WHAT YOU SHOULD DO:
Scan the records for lines with the word "rows", and copy every such line.

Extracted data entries
--- START ---

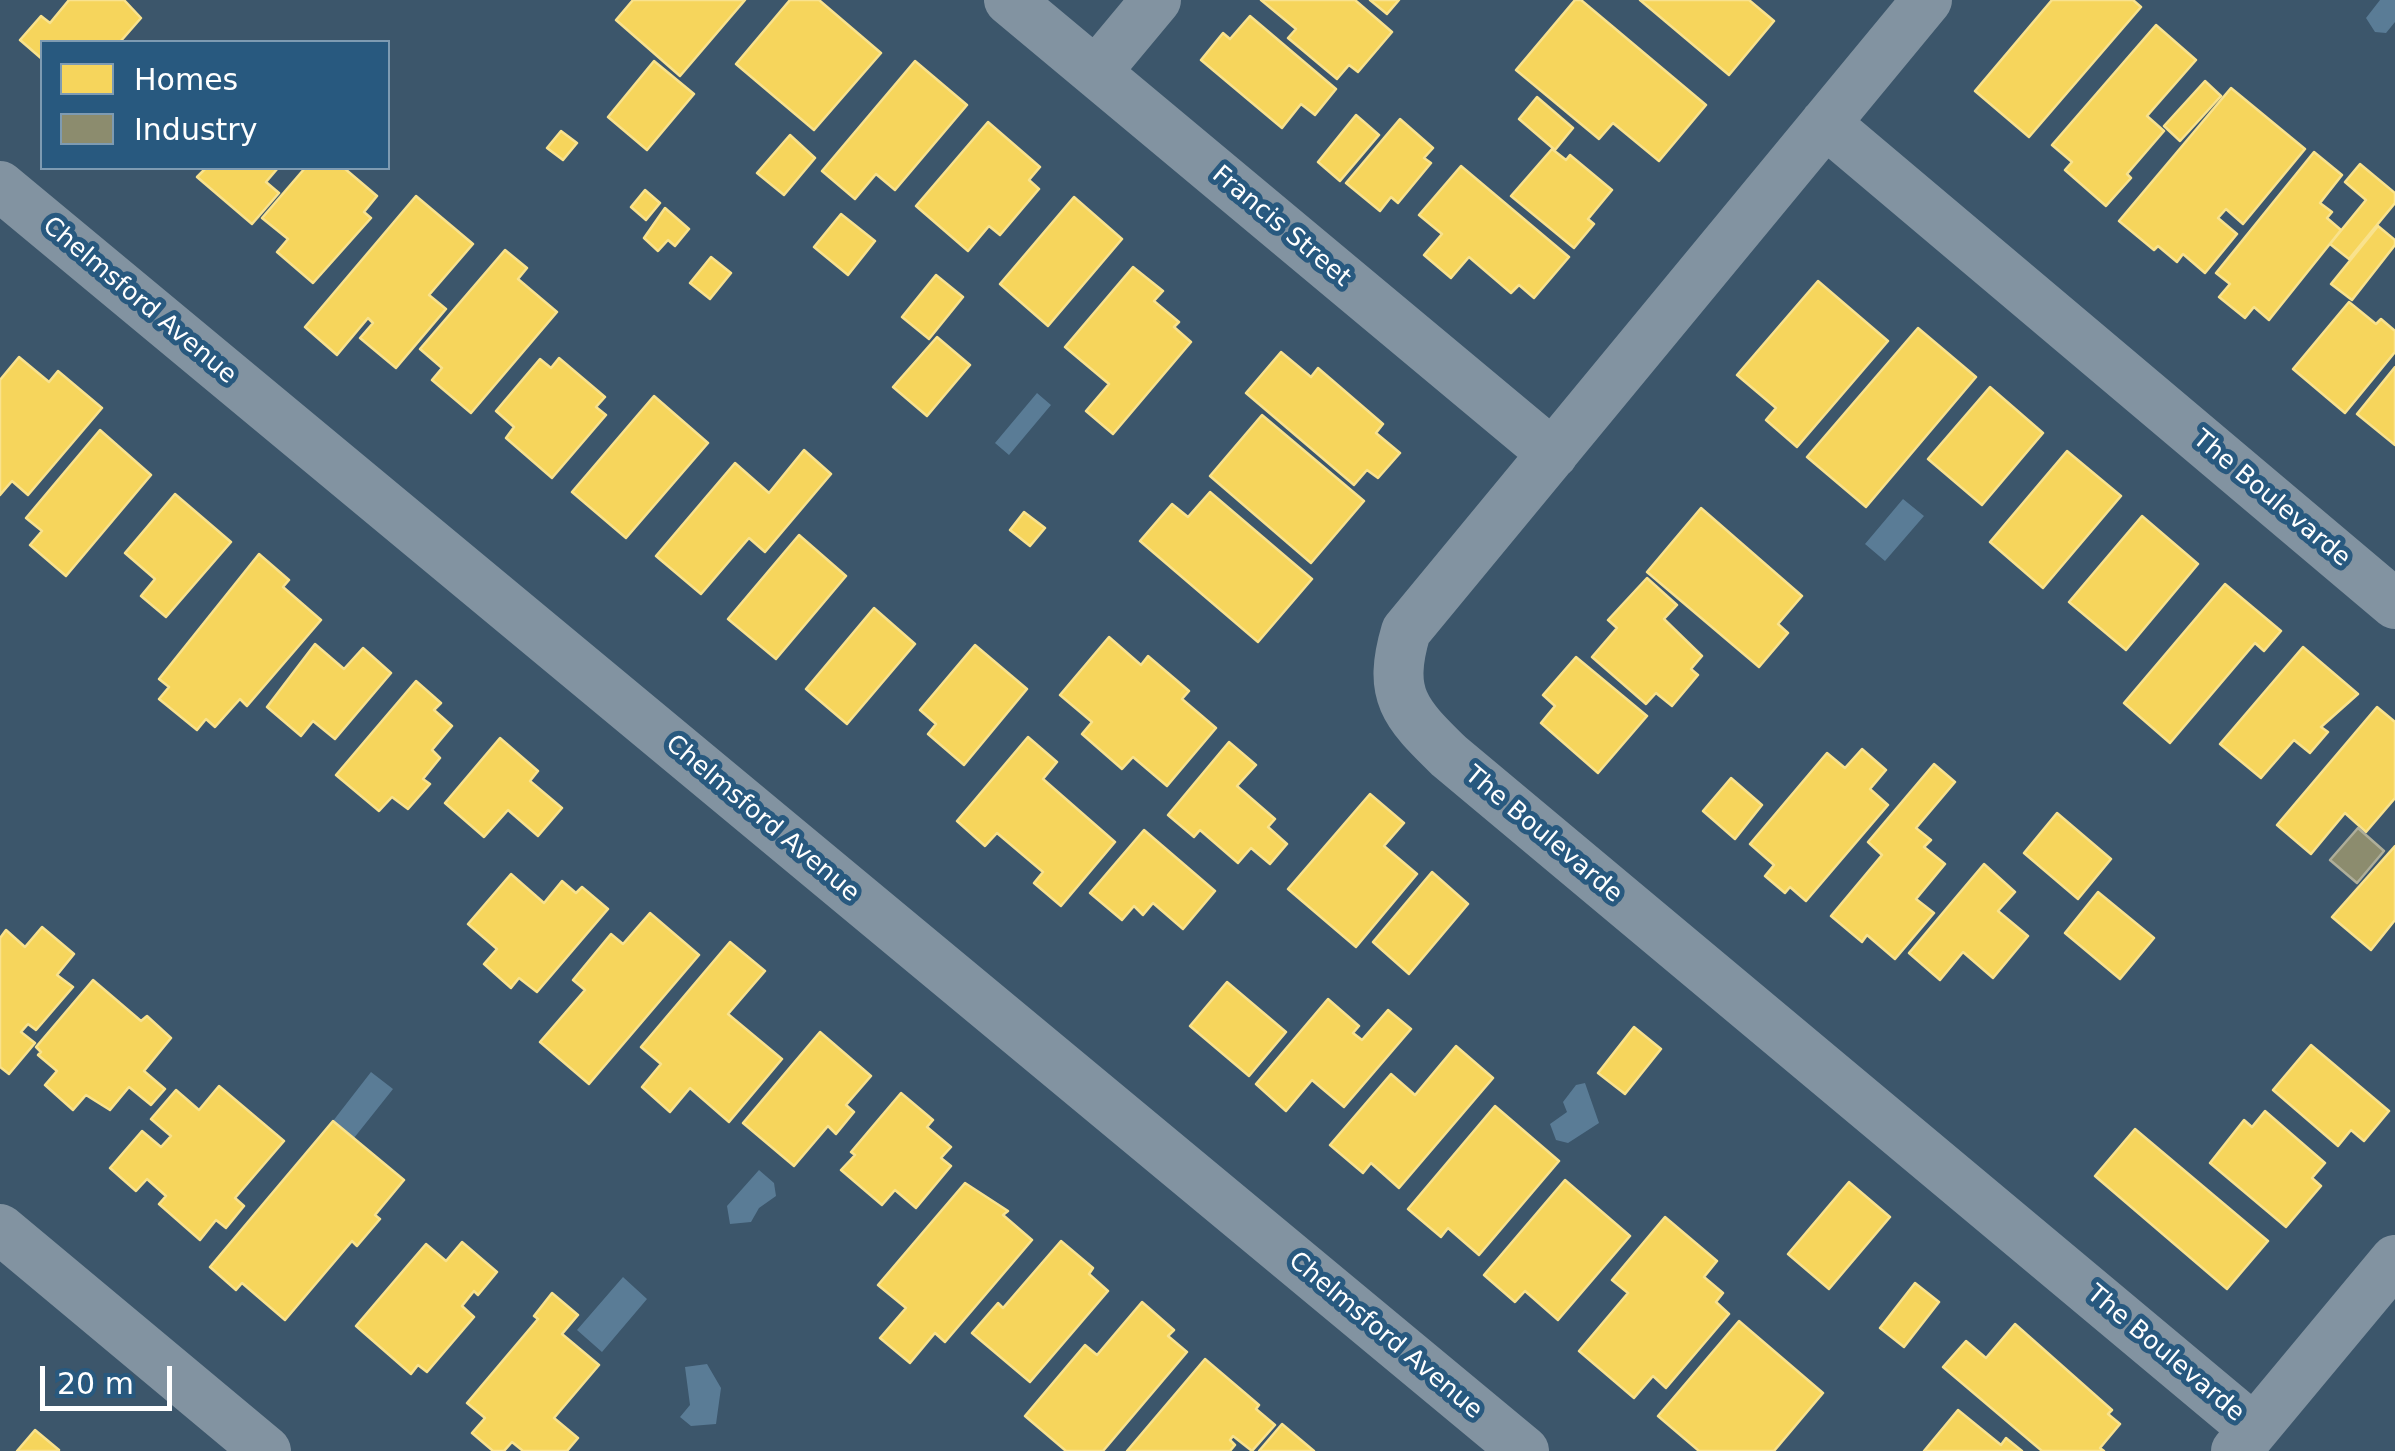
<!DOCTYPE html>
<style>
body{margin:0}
#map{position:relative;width:2395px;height:1451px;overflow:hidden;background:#3c566b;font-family:"DejaVu Sans",sans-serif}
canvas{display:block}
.legend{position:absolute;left:40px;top:40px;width:350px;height:130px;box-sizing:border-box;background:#28597f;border:2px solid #7e9bb2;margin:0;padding:12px 18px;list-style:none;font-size:30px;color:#fff}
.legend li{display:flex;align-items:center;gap:20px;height:50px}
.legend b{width:50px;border:2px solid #7e9bb2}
.scale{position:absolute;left:40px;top:1366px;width:132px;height:45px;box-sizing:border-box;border:5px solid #fff;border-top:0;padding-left:12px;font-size:30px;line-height:35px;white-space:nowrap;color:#fff;-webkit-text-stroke:8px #28597f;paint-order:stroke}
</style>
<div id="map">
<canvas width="2395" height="1451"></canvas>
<ul class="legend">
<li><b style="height:28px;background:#f6d55c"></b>Homes</li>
<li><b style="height:28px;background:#8c8c6e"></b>Industry</li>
</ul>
<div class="scale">20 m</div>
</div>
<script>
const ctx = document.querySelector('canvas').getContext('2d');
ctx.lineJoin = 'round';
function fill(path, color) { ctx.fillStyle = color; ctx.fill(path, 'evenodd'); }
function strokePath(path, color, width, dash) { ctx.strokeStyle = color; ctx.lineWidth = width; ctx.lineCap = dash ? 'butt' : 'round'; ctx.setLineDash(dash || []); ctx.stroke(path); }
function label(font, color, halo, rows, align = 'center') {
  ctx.font = font + ' "DejaVu Sans",sans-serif'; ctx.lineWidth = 10; ctx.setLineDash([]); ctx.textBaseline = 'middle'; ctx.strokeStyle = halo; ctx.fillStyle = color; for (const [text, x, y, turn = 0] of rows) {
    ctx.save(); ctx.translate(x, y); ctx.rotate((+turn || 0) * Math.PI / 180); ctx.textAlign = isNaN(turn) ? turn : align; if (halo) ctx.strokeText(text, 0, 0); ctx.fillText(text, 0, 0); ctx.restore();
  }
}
const water = new Path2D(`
 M 2380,0 L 2395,0 L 2395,22 L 2386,33 L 2375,32 L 2366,18 Z
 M 1037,393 L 1051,405 L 1009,455 L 995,443 Z
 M 1903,499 L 1924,516 L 1885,561 L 1865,544 Z
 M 371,1072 L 393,1089 L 354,1138 L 333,1121 Z
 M 1585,1083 L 1599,1123 L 1568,1143 L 1556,1140 L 1550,1124 L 1567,1112 L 1563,1102 L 1576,1085 Z
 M 759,1170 L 774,1183 L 776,1196 L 759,1208 L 751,1222 L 730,1224 L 727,1206 Z
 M 623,1277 L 647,1299 L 602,1352 L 577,1330 Z
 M 707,1364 L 721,1388 L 716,1424 L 691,1426 L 680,1417 L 690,1405 L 685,1367 Z`);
const homes = new Path2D(`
 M 69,0 L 124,0 L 141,18 L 120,42 L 42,42 L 42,59 L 20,40 L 41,16 L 50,23 Z
 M 633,0 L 745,0 L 680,76 L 616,20 Z
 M 790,0 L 819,0 L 881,53 L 814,130 L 736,64 Z
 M 1261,0 L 1355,0 L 1392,32 L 1358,72 L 1349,65 L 1337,79 L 1288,38 L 1296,29 Z
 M 1370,0 L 1399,0 L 1387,14 Z
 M 1575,0 L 1581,0 L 1706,105 L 1659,161 L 1613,123 L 1599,139 L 1516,70 Z
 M 1640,0 L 1749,0 L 1774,21 L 1729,75 Z
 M 2052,0 L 2133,0 L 2141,7 L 2029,137 L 1975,91 Z
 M 1250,16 L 1336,89 L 1315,115 L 1301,104 L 1282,128 L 1201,60 L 1223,33 L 1230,39 Z
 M 2156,25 L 2196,60 L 2147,116 L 2164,131 L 2127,174 L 2131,178 L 2106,206 L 2065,170 L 2072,162 L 2052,145 Z
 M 654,61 L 694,94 L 647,150 L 608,117 Z
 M 915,61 L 967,105 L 895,190 L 876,174 L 855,199 L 822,171 Z
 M 2205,81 L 2221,96 L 2180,141 L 2164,126 Z
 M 2231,88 L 2305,149 L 2243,224 L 2226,209 L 2218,218 L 2237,234 L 2205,273 L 2183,254 L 2177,262 L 2158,246 L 2154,250 L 2119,221 Z
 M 1537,97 L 1573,128 L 1555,150 L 1519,119 Z
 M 1356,115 L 1379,135 L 1340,181 L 1318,162 Z
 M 1400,119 L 1433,148 L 1424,158 L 1431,163 L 1398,203 L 1391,197 L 1380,211 L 1346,183 Z
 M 988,122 L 1040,167 L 1029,180 L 1039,189 L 1000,235 L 989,226 L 968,251 L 916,206 Z
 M 561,131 L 577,143 L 563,160 L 547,148 Z
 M 790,135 L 815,158 L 784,195 L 757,173 Z
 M 1552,149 L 1566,160 L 1570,155 L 1612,190 L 1588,219 L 1594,224 L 1574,248 L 1511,196 Z
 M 2314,152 L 2342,175 L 2320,203 L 2332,212 L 2327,218 L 2341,230 L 2269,320 L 2254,307 L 2245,318 L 2219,297 L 2230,284 L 2216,273 Z
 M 2360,164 L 2395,193 L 2395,203 L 2349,259 L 2330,244 L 2366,200 L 2345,182 Z
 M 1461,166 L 1569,257 L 1534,298 L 1519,285 L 1511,293 L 1469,257 L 1451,278 L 1424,255 L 1442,234 L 1419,215 Z
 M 206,168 L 278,168 L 266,182 L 279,193 L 252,224 L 197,177 Z
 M 305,168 L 344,168 L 377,196 L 364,212 L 371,218 L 313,283 L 277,252 L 288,239 L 262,218 Z
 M 645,190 L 660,203 L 646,220 L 631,207 Z
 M 416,196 L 473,244 L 429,295 L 446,309 L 396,368 L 360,338 L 373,323 L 368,318 L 337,355 L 305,327 Z
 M 1074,197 L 1122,239 L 1048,326 L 1000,284 Z
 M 665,208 L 689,229 L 675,246 L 668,240 L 658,251 L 644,238 Z
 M 841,214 L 875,241 L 848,275 L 814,247 Z
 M 2378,226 L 2395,240 L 2395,245 L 2352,300 L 2331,284 Z
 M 505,250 L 527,268 L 518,279 L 557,312 L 471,413 L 432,380 L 442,368 L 420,349 Z
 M 711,257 L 731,273 L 710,299 L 690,283 Z
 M 1133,267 L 1163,291 L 1154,301 L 1179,322 L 1174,327 L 1191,342 L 1113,434 L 1086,411 L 1109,384 L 1065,347 Z
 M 936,275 L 963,297 L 929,339 L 902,317 Z
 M 1818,281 L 1888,341 L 1797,447 L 1766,420 L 1776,408 L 1737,375 Z
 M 2349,302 L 2376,324 L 2381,319 L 2395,331 L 2395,352 L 2345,413 L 2293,369 Z
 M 1918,328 L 1976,377 L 1866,507 L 1807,457 Z
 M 937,337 L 970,365 L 927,416 L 893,387 Z
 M 1281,352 L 1311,377 L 1318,368 L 1383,424 L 1376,433 L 1400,453 L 1378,478 L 1367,470 L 1354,485 L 1246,393 Z
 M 19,357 L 49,382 L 58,371 L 102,408 L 28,495 L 12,481 L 0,495 L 0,380 Z
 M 559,358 L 605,397 L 596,407 L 606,415 L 552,478 L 506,438 L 514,427 L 496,411 L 540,359 L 551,368 Z
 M 2395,367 L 2395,445 L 2357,414 Z
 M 1990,387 L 2043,433 L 1982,505 L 1928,459 Z
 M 654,396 L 708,443 L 626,538 L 572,492 Z
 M 1262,415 L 1364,501 L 1311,563 L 1210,476 Z
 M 100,430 L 151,475 L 66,576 L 30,545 L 42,531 L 26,518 Z
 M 804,450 L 831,474 L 765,552 L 749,538 L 701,594 L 656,556 L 735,463 L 769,493 Z
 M 2067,451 L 2121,496 L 2043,588 L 1990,542 Z
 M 1210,492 L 1312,579 L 1258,642 L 1140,541 L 1172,504 L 1188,517 Z
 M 175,494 L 231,542 L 166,617 L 141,596 L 155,579 L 125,553 Z
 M 1701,508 L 1802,596 L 1778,624 L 1788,633 L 1759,667 L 1647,572 Z
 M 1024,512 L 1045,528 L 1030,546 L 1010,530 Z
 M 2142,516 L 2198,564 L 2126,650 L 2069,602 Z
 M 799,535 L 846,576 L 776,659 L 728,619 Z
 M 259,554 L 289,580 L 283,587 L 321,620 L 247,706 L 240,699 L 215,727 L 206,719 L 197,730 L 159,699 L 169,687 L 159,679 Z
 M 1647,578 L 1677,605 L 1664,619 L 1702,656 L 1691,669 L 1698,675 L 1672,706 L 1656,693 L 1646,704 L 1592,657 L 1617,628 L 1608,620 Z
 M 2225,584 L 2281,631 L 2264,651 L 2255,643 L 2170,743 L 2124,703 Z
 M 874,608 L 915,644 L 847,724 L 806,689 Z
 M 1109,637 L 1141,665 L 1148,656 L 1189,691 L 1182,699 L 1216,728 L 1167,786 L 1133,757 L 1122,769 L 1082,734 L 1092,722 L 1060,695 Z
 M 315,644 L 344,669 L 363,648 L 391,673 L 335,739 L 313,721 L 301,736 L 267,707 Z
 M 975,645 L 1027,689 L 964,765 L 928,734 L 936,724 L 920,710 Z
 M 2303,647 L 2358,694 L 2321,727 L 2328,732 L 2310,753 L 2294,740 L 2261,778 L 2220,744 Z
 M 1576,657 L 1647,716 L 1598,773 L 1541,723 L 1555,706 L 1543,695 Z
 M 416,681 L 441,703 L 434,710 L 452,726 L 432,750 L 440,758 L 423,779 L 430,784 L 408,809 L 392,797 L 379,811 L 336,775 Z
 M 2377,707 L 2395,722 L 2395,798 L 2366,832 L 2345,813 L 2311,854 L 2277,825 Z
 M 1028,737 L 1057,762 L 1043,779 L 1115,842 L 1061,906 L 1034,883 L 1043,872 L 997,833 L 985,846 L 957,821 Z
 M 500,738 L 538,771 L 530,781 L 562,808 L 538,836 L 508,810 L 484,837 L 445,803 Z
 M 1229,742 L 1256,765 L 1237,786 L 1275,819 L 1268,827 L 1287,844 L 1270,864 L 1251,848 L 1238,863 L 1200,830 L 1194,837 L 1168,815 Z
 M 1862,749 L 1886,770 L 1870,789 L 1888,805 L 1806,901 L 1790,887 L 1785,893 L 1765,876 L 1774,865 L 1750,844 L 1827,753 L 1845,768 Z
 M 1934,764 L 1955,782 L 1916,828 L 1931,840 L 1924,847 L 1945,864 L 1916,899 L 1934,913 L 1895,959 L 1867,935 L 1862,942 L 1831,916 L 1882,855 L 1868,842 Z
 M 1731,778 L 1762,805 L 1735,839 L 1703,811 Z
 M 1370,794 L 1404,823 L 1384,846 L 1417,874 L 1356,947 L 1288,889 Z
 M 2057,813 L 2111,859 L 2078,899 L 2024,853 Z
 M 1144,830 L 1215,891 L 1183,929 L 1153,903 L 1143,915 L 1134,906 L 1122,920 L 1090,893 Z
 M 2395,846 L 2395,920 L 2371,950 L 2332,917 Z
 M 1984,864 L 2015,892 L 1998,911 L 2028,936 L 1993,978 L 1963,952 L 1940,980 L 1909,953 Z
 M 1432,872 L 1468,904 L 1409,974 L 1373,942 Z
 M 511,874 L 544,903 L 562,881 L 576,893 L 582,887 L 608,909 L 537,992 L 519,978 L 511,988 L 484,964 L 497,949 L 468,924 Z
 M 2098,892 L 2154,938 L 2120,979 L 2065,933 Z
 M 650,913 L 699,955 L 589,1084 L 540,1042 L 585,990 L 573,980 L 611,934 L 623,944 Z
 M 42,927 L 74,954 L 57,975 L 73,987 L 36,1030 L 28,1024 L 21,1032 L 35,1043 L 9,1074 L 0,1067 L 0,938 L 6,930 L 25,947 Z
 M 730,942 L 765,971 L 728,1014 L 782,1059 L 729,1122 L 690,1088 L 670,1112 L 642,1087 L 661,1064 L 641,1047 Z
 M 93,980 L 141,1021 L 147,1016 L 171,1038 L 144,1071 L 165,1089 L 151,1105 L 129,1087 L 110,1110 L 86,1095 L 73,1110 L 45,1085 L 57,1071 L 38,1055 L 41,1052 L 36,1047 Z
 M 1227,982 L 1286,1032 L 1249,1076 L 1190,1026 Z
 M 1328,999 L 1359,1026 L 1353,1033 L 1362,1040 L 1388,1010 L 1411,1029 L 1344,1107 L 1312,1080 L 1286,1111 L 1256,1084 Z
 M 1634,1027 L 1661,1049 L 1625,1094 L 1598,1073 Z
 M 820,1032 L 871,1076 L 846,1105 L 854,1112 L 836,1134 L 828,1126 L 794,1166 L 743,1123 Z
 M 2311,1045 L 2389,1111 L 2364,1141 L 2351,1130 L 2338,1146 L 2273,1090 Z
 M 1456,1046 L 1493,1078 L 1399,1188 L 1371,1163 L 1363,1173 L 1330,1145 L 1391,1074 L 1415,1095 Z
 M 219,1086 L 284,1141 L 235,1198 L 244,1206 L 226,1228 L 216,1220 L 200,1240 L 159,1204 L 166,1196 L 147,1179 L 136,1191 L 110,1168 L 142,1131 L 161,1147 L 171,1136 L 151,1119 L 176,1090 L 199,1110 Z
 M 901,1093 L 933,1120 L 927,1127 L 951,1147 L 941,1158 L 951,1166 L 916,1208 L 895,1190 L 882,1205 L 841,1170 L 855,1155 L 851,1152 Z
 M 1495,1106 L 1559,1161 L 1479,1255 L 1448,1228 L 1441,1237 L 1408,1209 Z
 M 2265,1111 L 2325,1163 L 2312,1178 L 2321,1186 L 2286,1227 L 2210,1163 L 2244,1120 L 2252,1127 Z
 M 333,1121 L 404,1180 L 375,1215 L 380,1219 L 357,1246 L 352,1241 L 285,1320 L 242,1283 L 236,1290 L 210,1267 Z
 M 2135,1129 L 2268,1241 L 2227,1289 L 2095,1176 Z
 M 1565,1180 L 1630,1236 L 1558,1320 L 1525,1291 L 1515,1302 L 1484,1275 Z
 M 1849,1182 L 1890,1217 L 1829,1289 L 1788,1254 Z
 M 965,1183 L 1008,1211 L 1003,1215 L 1032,1240 L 945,1342 L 935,1333 L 910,1363 L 880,1338 L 906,1308 L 878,1285 Z
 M 1665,1217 L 1717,1261 L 1704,1277 L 1723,1293 L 1716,1302 L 1729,1314 L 1666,1388 L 1653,1376 L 1634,1398 L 1579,1351 L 1628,1293 L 1612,1280 Z
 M 1061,1241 L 1093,1268 L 1089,1274 L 1108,1291 L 1030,1382 L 972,1333 L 998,1303 L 1003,1308 Z
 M 462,1242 L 497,1272 L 478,1295 L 474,1291 L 462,1306 L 474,1317 L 427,1372 L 418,1365 L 411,1374 L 356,1326 L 426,1244 L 446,1261 Z
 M 1915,1283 L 1939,1302 L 1904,1347 L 1880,1328 Z
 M 552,1293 L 578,1315 L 562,1334 L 599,1365 L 554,1418 L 578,1438 L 567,1451 L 523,1451 L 512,1442 L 504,1451 L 493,1451 L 472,1433 L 485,1418 L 467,1403 L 538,1319 L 534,1316 Z
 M 1142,1302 L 1174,1330 L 1168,1336 L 1187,1352 L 1103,1451 L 1066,1451 L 1025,1416 L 1085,1345 L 1097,1355 Z
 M 1739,1321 L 1823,1393 L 1774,1451 L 1699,1451 L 1658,1416 Z
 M 2015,1324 L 2112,1410 L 2108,1414 L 2120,1424 L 2100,1448 L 2104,1451 L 2042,1451 L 1943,1367 L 1966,1341 L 1986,1358 Z
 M 1205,1359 L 1259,1405 L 1256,1409 L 1275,1425 L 1252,1451 L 1233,1436 L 1230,1440 L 1235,1445 L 1230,1451 L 1127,1451 Z
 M 1958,1410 L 2001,1445 L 2006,1438 L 2022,1451 L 1924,1451 Z
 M 1282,1424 L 1314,1451 L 1259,1451 Z
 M 35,1430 L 59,1450 L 58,1451 L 17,1451 Z`);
const industry = new Path2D(`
 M 2358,828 L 2384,851 L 2357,883 L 2330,860 Z`);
const minor = new Path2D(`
 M 1009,0 L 1553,454
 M 1927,0 L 1406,631 C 1387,695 1405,713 1449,756 L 2254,1429
 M 1096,72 L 1156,0
 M 1825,123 L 2395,604
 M 0,186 L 1524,1451
 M 0,1229 L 266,1451
 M 2236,1451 L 2395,1260`);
const streetNames = [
 ["Francis Street",1281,227,40],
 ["Chelmsford Avenue",139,301,40],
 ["The Boulevarde",2271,499,40],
 ["Chelmsford Avenue",762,819,40],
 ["The Boulevarde",1543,835,40],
 ["Chelmsford Avenue",1385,1336,40],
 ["The Boulevarde",2165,1354,40]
];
fill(water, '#5a7c96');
fill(homes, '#f6d55c');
strokePath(homes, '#f9e28d', 2.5);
fill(industry, '#8c8c6e');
strokePath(industry, '#aeae9a', 2.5);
strokePath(minor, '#8293a1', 50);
label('25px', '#fff', '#28597f', streetNames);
</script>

--- END ---

RESULT:
function label(font, color, halo, rows, align = 'center') {
  ctx.font = font + ' "DejaVu Sans",sans-serif'; ctx.lineWidth = 10; ctx.setLineDash([]); ctx.textBaseline = 'middle'; ctx.strokeStyle = halo; ctx.fillStyle = color; for (const [text, x, y, turn = 0] of rows) {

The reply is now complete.